Where a line in the entries below contains the word "compass", it counts; give the total by itself.
⟨
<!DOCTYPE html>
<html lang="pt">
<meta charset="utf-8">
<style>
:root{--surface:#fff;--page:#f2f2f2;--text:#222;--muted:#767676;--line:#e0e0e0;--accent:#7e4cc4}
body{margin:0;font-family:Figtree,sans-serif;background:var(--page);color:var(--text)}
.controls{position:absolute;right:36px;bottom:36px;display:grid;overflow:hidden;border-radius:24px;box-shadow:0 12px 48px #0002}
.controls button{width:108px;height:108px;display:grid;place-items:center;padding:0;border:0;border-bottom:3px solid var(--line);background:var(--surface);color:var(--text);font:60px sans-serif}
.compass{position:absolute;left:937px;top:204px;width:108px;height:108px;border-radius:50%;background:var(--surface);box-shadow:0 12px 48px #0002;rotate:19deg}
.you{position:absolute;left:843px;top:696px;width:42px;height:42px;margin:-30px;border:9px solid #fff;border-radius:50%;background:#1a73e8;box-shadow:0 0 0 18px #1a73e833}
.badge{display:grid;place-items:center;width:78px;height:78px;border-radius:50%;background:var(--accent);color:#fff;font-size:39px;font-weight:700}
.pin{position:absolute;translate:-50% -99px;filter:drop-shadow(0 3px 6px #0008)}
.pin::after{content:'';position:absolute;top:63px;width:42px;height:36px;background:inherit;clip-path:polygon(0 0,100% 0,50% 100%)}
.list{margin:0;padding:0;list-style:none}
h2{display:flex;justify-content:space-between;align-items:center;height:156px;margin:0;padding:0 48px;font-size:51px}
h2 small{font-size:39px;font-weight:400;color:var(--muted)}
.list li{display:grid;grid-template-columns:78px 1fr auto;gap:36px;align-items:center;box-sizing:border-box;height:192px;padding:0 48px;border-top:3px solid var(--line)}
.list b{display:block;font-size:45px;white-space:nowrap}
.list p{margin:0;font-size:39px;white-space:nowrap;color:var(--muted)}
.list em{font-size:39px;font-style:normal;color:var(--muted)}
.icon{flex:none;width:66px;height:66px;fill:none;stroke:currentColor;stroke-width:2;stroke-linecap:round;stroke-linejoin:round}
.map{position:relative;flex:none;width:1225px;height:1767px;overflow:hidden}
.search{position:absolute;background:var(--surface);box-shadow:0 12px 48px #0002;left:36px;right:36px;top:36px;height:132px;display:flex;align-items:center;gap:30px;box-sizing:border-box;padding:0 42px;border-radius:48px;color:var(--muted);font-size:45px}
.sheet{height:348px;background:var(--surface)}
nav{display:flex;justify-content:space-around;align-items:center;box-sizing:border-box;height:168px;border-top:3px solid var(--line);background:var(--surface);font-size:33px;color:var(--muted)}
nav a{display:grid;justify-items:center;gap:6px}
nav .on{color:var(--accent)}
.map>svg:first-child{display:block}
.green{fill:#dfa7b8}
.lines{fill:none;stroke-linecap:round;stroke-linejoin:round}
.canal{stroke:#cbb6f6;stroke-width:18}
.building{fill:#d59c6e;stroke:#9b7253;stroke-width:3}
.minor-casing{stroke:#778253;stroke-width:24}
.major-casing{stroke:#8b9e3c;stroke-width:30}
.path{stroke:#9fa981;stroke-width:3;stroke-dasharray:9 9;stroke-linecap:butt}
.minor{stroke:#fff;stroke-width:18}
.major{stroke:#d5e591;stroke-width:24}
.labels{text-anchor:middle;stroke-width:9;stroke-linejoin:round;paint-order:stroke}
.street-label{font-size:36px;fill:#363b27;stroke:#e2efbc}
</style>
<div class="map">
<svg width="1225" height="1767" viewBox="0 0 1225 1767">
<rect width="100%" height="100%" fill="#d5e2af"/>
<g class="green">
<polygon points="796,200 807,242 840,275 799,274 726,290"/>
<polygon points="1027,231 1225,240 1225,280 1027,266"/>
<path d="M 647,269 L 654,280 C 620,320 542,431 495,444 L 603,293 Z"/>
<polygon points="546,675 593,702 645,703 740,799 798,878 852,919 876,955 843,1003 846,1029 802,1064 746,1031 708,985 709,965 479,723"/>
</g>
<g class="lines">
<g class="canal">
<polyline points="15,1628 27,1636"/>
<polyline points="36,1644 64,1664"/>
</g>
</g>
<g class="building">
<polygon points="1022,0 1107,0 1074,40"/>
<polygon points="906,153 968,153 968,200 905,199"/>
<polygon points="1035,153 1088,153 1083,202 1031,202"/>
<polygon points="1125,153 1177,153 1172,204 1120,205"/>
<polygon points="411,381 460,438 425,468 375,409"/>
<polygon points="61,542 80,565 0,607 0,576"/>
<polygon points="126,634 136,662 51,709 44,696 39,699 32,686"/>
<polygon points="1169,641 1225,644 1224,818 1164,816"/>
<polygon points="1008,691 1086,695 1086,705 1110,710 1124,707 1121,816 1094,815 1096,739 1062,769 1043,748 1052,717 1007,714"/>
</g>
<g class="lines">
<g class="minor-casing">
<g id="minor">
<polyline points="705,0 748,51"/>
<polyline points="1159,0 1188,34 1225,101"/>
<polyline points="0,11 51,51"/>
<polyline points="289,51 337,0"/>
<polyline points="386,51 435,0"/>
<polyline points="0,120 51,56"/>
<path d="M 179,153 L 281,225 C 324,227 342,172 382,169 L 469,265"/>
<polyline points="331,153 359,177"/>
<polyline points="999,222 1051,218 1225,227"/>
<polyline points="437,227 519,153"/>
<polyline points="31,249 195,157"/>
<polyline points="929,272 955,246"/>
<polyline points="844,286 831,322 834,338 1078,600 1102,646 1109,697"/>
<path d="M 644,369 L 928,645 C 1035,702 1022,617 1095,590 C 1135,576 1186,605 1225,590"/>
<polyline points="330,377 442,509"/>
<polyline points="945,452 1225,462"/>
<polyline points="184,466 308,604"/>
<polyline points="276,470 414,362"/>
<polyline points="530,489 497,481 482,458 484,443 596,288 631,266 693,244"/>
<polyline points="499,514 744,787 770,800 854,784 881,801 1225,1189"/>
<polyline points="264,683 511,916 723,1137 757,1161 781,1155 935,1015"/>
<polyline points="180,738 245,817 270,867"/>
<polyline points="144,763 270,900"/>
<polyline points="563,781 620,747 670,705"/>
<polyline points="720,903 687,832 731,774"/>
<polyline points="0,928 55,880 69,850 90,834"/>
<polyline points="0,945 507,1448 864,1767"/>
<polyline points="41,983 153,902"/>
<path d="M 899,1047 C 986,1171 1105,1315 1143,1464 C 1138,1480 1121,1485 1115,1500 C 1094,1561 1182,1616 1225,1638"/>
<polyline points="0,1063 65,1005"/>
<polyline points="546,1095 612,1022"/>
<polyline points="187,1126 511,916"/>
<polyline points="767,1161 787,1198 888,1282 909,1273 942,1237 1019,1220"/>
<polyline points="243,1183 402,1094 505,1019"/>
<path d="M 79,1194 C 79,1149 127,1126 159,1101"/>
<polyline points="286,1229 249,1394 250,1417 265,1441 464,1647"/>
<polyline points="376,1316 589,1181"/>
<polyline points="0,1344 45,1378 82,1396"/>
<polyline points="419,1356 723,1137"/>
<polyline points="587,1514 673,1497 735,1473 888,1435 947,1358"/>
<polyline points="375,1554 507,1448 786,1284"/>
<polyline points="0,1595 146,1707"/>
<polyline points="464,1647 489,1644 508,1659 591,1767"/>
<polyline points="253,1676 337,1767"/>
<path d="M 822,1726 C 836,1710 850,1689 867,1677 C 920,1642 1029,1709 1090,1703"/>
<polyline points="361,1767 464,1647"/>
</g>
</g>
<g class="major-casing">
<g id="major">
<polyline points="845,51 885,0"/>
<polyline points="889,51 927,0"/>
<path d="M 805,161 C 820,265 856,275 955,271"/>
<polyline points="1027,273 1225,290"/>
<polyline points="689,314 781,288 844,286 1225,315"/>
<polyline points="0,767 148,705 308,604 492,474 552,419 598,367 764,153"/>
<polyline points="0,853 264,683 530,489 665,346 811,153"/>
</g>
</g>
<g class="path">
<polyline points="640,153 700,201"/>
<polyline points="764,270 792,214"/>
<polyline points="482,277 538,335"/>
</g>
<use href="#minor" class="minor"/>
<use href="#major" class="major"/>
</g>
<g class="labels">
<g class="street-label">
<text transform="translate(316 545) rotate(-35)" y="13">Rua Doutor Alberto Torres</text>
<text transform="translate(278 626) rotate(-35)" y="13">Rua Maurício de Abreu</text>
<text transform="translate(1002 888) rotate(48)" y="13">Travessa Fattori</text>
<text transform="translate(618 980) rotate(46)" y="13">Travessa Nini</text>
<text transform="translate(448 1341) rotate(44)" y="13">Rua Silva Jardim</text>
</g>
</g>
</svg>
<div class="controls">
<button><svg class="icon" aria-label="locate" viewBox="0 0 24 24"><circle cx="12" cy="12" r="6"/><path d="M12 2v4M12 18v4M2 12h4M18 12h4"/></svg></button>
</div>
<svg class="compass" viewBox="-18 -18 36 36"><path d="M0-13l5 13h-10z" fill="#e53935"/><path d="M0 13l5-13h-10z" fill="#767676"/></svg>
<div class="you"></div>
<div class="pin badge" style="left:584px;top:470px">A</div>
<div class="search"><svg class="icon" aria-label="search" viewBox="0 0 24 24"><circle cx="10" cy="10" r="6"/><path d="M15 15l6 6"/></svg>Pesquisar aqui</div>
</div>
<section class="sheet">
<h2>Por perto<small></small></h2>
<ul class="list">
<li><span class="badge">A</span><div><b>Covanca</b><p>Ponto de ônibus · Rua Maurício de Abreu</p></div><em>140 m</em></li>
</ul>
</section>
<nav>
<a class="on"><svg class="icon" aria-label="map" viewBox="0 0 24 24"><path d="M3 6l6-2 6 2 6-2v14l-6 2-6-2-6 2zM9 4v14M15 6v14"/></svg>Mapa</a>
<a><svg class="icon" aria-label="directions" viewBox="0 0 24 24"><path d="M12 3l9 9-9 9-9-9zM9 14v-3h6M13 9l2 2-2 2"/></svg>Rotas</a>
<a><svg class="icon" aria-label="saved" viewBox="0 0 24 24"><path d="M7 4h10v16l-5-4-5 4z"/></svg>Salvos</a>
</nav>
⟩
Expected answer:
2